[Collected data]
# # # #
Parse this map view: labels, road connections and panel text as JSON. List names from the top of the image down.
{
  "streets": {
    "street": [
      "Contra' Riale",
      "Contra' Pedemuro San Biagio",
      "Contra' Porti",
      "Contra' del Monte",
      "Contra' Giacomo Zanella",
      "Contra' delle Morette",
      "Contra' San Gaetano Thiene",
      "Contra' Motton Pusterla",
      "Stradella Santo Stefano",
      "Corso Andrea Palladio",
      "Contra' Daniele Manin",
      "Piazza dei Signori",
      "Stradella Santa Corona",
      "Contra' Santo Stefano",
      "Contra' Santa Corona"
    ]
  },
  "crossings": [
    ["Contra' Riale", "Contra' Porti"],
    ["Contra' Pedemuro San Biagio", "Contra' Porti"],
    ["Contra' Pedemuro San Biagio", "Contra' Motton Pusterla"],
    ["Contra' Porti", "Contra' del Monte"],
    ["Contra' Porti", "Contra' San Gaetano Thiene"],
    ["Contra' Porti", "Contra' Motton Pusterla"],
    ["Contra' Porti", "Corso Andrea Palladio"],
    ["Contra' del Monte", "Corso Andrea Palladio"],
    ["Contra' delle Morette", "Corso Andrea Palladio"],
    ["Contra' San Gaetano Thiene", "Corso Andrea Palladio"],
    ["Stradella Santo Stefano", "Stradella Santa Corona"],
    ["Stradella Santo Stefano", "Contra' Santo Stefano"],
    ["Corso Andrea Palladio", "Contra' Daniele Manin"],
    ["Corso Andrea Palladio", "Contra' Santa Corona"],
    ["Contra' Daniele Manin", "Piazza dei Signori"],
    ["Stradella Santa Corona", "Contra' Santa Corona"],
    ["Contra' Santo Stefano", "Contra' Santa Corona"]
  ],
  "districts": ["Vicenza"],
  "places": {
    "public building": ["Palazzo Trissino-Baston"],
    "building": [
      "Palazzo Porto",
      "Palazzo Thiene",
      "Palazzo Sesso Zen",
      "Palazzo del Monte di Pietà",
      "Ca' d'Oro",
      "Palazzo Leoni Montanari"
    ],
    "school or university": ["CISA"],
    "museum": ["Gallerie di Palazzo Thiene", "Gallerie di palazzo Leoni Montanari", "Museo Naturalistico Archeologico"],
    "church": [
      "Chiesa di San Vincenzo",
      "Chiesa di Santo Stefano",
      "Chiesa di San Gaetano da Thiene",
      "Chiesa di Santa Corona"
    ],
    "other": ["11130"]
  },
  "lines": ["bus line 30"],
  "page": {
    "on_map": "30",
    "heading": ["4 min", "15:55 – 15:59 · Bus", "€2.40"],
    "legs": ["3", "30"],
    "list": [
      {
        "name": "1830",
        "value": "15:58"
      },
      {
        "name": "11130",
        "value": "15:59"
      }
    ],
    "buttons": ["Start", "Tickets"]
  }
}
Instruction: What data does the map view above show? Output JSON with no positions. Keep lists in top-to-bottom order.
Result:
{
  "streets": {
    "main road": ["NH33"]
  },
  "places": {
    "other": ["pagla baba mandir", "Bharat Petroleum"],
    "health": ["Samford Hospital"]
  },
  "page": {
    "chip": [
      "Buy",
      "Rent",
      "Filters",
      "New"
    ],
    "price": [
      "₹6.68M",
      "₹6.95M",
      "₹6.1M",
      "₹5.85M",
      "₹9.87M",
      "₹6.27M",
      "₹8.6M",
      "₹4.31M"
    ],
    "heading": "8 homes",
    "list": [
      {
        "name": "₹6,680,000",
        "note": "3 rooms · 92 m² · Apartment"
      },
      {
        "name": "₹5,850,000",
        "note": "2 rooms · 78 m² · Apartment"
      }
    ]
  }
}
# # # #
ABOUT THIS EXERCISE - Whenever the word "Santo" occurs in a line above, copy that line.

SOLUTION TO THE EXERCISE -
      "Stradella Santo Stefano",
      "Contra' Santo Stefano",
    ["Stradella Santo Stefano", "Stradella Santa Corona"],
    ["Stradella Santo Stefano", "Contra' Santo Stefano"],
    ["Contra' Santo Stefano", "Contra' Santa Corona"]
      "Chiesa di Santo Stefano",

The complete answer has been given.